TASK TO COMPLETE = The expected answer is a single number, namely how many lines in the data below hold the word "Give".

THE RECORDS =
- - -

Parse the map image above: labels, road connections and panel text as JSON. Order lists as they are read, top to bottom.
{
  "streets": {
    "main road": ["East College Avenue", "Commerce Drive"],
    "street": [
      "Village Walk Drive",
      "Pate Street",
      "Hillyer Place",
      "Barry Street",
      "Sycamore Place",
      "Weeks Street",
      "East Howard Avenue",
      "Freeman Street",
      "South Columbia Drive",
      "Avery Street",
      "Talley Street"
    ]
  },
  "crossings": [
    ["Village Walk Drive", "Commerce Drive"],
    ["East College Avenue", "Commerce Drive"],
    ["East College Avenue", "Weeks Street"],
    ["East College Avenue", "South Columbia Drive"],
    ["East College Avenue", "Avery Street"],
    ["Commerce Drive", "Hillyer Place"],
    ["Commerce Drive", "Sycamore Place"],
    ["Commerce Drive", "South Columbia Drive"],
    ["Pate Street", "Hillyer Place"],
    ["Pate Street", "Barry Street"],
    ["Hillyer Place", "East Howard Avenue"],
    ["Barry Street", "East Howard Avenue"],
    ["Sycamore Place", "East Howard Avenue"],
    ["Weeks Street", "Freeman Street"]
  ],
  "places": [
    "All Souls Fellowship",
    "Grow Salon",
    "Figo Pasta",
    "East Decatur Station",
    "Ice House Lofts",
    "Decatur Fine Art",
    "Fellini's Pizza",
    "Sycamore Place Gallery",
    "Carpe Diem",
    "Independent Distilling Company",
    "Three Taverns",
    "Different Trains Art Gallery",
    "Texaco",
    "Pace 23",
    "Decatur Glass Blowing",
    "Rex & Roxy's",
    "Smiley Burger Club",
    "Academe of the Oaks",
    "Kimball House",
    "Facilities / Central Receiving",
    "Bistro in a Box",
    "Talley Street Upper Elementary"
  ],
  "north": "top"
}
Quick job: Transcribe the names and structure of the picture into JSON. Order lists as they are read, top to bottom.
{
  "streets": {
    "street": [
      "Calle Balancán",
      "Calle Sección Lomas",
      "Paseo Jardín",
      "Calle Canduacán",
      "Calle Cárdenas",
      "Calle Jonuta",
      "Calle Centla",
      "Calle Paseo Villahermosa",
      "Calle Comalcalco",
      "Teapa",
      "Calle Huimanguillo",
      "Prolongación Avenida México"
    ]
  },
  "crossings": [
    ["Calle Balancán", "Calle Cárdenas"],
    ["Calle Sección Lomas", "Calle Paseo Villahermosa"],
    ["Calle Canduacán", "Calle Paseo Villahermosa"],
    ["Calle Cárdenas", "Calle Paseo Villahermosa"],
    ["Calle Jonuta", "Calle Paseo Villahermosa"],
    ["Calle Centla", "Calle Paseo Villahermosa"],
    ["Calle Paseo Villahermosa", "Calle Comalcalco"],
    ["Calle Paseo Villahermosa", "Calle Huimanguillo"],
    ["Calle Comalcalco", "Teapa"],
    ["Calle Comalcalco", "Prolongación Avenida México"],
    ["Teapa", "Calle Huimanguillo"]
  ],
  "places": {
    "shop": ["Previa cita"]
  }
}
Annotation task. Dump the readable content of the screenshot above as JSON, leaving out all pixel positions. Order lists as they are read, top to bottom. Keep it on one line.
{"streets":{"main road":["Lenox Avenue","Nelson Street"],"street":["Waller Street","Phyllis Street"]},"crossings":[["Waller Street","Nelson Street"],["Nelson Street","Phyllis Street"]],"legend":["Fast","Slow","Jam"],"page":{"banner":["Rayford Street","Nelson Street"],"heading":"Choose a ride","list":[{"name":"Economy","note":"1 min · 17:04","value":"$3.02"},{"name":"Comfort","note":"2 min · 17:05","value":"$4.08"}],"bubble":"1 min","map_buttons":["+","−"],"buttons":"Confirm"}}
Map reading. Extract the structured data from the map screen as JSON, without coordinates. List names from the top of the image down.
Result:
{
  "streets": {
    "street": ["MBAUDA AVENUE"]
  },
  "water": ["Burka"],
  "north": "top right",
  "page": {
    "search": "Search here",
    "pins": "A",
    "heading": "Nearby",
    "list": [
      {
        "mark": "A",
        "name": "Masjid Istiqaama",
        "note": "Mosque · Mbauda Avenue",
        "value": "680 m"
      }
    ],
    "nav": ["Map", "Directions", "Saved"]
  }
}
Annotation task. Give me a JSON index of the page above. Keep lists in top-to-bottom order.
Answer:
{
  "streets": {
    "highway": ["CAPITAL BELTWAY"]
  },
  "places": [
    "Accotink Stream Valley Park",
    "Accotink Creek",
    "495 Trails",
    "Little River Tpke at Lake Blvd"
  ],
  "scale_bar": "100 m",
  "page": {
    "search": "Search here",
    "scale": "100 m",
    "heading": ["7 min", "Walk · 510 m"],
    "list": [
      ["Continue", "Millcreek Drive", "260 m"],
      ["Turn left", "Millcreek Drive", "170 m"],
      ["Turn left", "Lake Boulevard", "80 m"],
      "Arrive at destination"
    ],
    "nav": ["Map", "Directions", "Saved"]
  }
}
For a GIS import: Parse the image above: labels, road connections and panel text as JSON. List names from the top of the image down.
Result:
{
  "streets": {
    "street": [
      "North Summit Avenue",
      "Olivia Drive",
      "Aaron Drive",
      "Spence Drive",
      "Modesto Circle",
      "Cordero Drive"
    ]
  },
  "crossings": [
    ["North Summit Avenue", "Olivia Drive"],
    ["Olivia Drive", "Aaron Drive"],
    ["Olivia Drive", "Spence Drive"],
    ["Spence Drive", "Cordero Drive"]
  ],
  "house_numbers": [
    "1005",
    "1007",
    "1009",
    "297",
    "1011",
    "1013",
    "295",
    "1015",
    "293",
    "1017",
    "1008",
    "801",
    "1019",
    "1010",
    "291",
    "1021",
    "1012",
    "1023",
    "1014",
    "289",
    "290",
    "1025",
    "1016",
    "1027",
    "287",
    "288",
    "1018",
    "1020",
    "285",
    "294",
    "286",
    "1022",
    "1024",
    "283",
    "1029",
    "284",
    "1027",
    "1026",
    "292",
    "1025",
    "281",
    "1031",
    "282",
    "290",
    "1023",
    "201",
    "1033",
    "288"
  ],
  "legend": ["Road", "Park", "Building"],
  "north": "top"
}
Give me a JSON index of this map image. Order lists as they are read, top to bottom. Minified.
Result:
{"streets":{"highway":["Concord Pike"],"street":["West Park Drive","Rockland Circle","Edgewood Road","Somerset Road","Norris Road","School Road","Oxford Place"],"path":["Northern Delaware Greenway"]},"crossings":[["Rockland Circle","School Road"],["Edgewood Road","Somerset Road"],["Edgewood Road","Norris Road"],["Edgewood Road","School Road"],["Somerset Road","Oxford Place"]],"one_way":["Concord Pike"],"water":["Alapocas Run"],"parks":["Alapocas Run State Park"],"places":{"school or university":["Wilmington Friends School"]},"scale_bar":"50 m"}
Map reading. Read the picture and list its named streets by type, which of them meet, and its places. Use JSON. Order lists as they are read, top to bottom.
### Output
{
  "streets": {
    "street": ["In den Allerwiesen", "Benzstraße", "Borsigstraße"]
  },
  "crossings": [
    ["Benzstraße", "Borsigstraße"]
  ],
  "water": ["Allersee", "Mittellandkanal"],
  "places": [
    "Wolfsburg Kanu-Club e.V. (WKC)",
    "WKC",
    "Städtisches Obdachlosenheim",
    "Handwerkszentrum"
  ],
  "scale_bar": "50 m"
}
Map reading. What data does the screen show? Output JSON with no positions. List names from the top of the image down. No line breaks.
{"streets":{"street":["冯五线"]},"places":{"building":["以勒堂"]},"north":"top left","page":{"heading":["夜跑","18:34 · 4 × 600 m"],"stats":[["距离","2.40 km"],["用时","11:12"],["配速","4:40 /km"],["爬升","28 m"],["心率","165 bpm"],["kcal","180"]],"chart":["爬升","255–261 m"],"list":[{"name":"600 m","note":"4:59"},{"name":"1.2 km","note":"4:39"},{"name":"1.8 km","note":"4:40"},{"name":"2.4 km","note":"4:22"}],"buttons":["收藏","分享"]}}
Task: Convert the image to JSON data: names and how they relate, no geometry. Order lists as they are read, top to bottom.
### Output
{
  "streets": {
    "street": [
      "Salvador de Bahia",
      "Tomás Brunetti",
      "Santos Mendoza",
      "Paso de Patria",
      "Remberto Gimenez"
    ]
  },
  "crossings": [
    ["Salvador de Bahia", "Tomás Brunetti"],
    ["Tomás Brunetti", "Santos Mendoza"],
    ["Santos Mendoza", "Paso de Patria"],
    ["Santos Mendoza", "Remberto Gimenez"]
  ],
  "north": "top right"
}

- - -

EXERCISE OUTPUT = 2